Each line below from the one containing "I need the bounding" through the one containing "Give bounding boxes" is to be given again exactly, and no line outside that span.

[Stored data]
##########
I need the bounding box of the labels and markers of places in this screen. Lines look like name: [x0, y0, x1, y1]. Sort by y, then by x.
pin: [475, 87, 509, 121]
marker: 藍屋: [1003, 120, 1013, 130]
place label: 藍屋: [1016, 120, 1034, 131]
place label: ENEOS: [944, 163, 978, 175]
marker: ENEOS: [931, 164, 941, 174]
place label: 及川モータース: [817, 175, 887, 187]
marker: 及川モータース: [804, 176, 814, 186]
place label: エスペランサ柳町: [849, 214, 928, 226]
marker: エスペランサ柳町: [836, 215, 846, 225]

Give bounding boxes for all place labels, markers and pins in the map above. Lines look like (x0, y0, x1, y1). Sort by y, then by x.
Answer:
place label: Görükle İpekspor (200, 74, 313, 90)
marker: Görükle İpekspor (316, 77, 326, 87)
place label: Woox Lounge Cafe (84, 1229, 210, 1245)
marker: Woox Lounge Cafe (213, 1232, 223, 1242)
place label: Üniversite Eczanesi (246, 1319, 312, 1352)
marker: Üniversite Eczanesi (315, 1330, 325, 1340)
##########
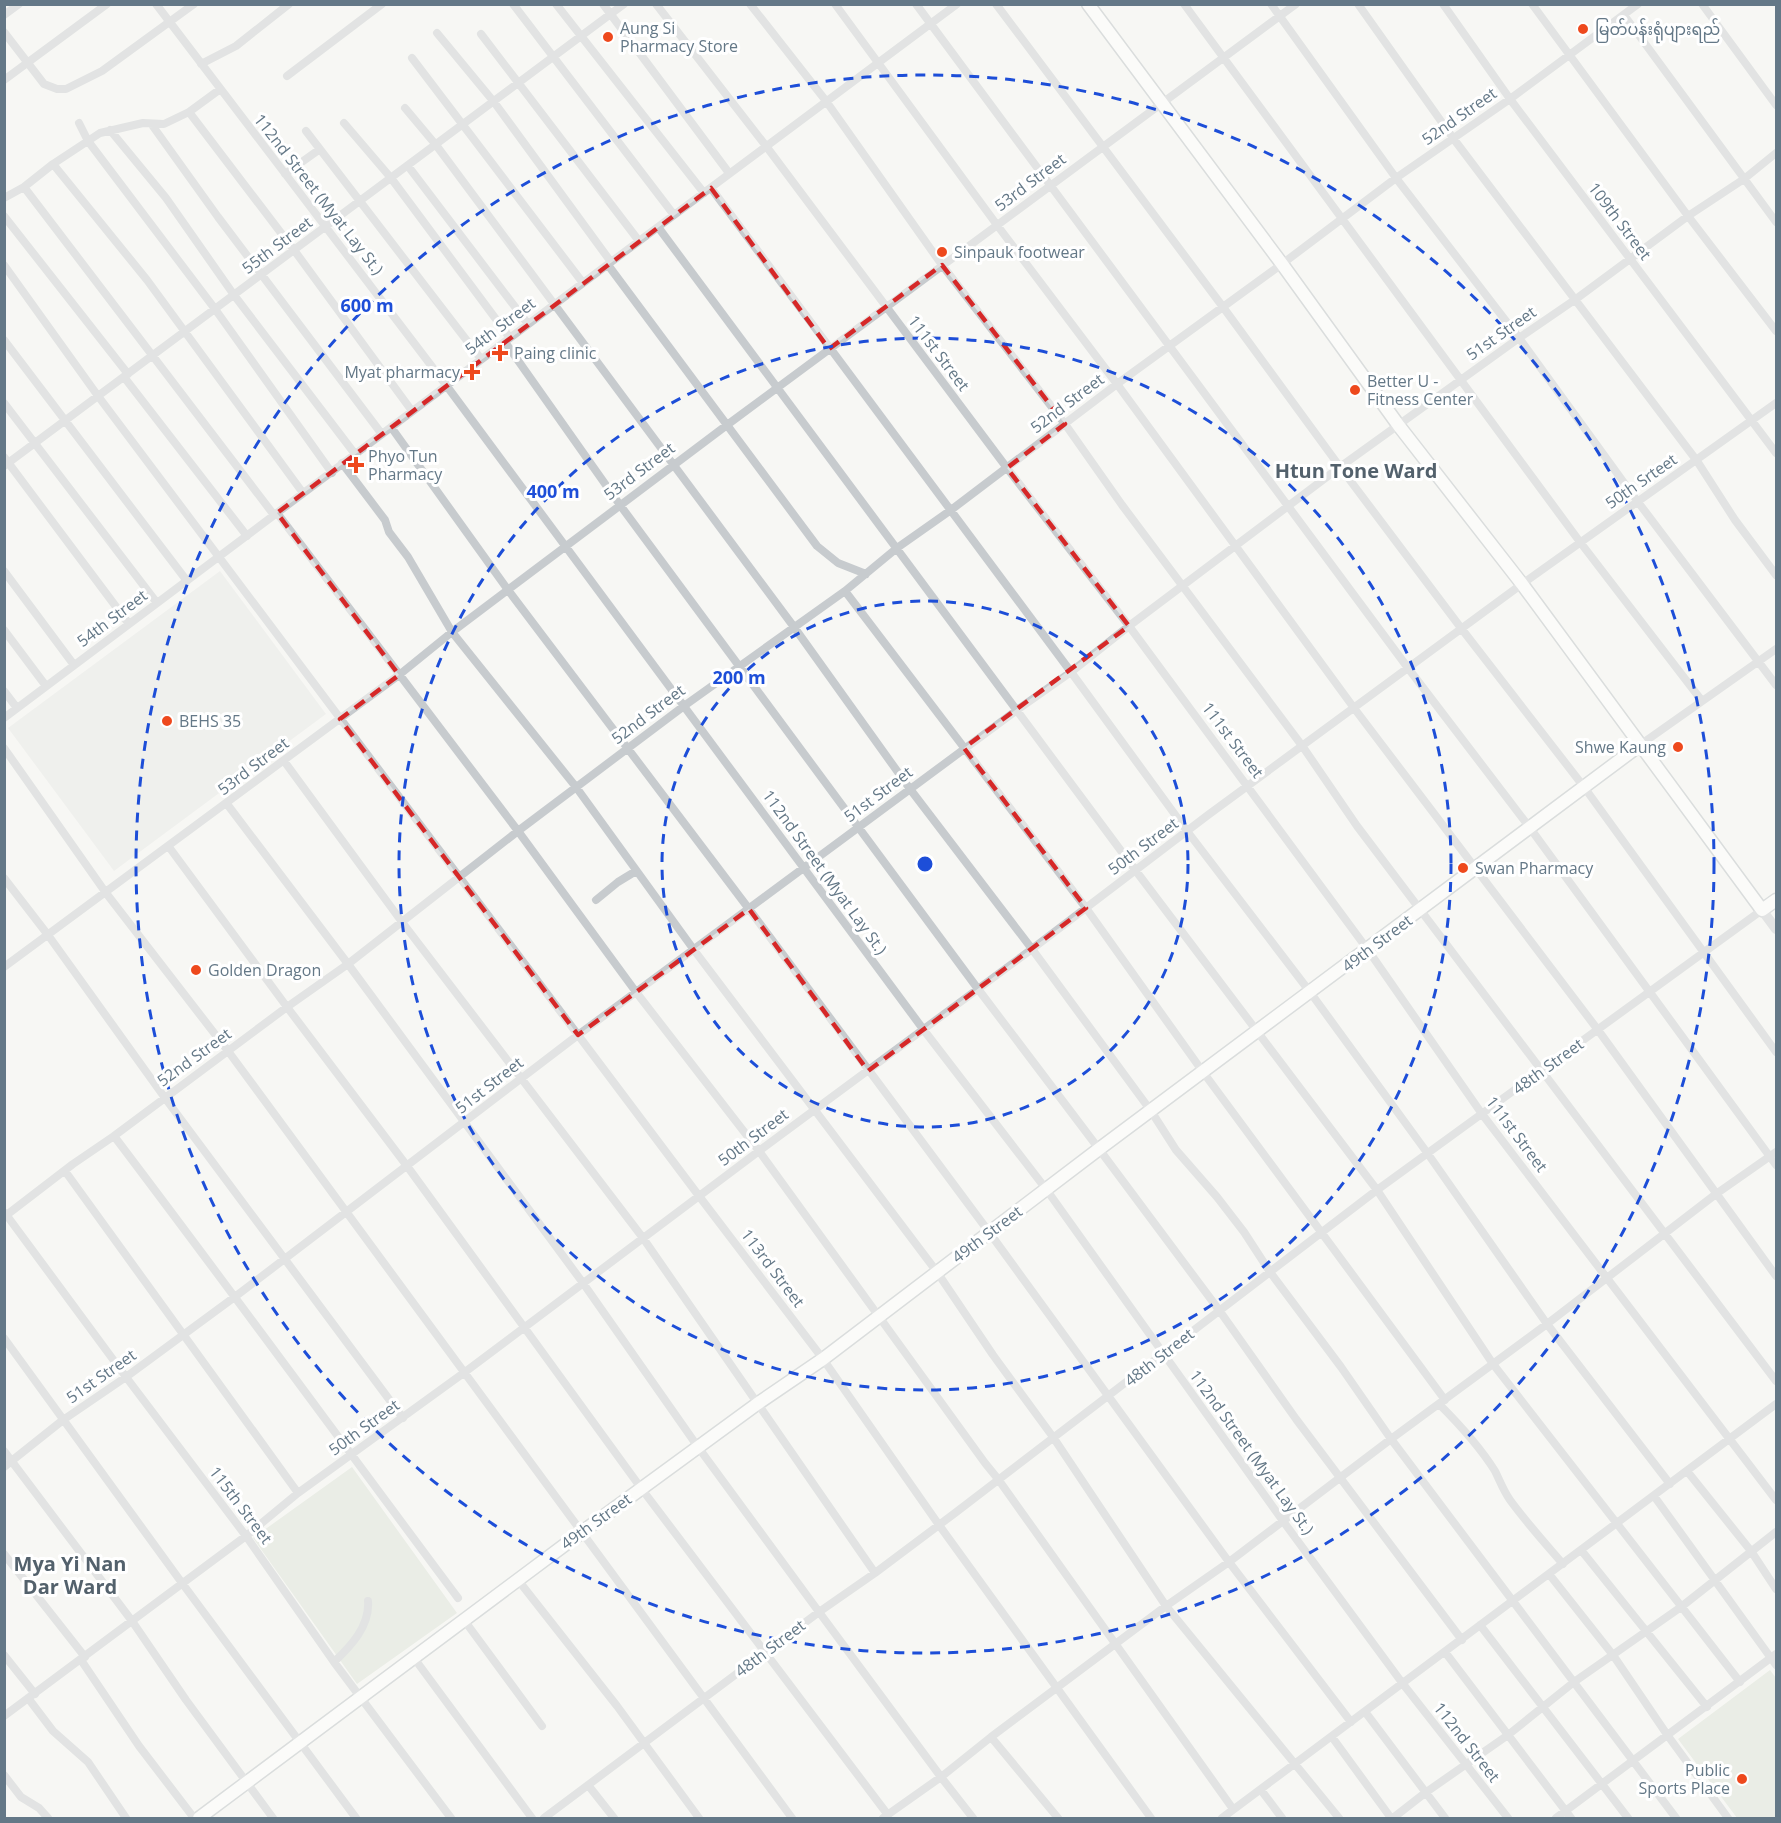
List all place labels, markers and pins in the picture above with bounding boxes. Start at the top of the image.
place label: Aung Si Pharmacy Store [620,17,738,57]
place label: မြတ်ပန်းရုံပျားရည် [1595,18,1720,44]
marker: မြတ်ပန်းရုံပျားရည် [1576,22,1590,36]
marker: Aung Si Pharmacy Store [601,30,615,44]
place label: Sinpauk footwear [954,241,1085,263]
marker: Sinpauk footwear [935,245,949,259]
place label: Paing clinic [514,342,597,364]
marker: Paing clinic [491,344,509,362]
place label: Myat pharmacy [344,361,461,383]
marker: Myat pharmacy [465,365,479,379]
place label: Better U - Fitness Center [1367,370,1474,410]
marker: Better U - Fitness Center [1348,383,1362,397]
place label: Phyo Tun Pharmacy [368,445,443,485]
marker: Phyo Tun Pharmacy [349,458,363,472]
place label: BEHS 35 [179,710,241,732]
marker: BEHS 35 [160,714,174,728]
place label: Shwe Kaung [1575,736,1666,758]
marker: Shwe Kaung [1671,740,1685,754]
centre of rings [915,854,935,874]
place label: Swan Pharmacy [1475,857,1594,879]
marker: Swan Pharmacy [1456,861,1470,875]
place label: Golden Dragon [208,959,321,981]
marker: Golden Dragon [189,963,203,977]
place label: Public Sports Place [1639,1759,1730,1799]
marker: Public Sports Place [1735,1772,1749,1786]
##########
### SOLUTION FOR THIS TASK
I need the bounding box of the labels and markers of places in this screen. Lines look like name: [x0, y0, x1, y1]. Sort by y, then by x.
pin: [475, 87, 509, 121]
marker: 藍屋: [1003, 120, 1013, 130]
place label: 藍屋: [1016, 120, 1034, 131]
place label: ENEOS: [944, 163, 978, 175]
marker: ENEOS: [931, 164, 941, 174]
place label: 及川モータース: [817, 175, 887, 187]
marker: 及川モータース: [804, 176, 814, 186]
place label: エスペランサ柳町: [849, 214, 928, 226]
marker: エスペランサ柳町: [836, 215, 846, 225]

Give bounding boxes for all place labels, markers and pins in the map above. Lines look like (x0, y0, x1, y1). Sort by y, then by x.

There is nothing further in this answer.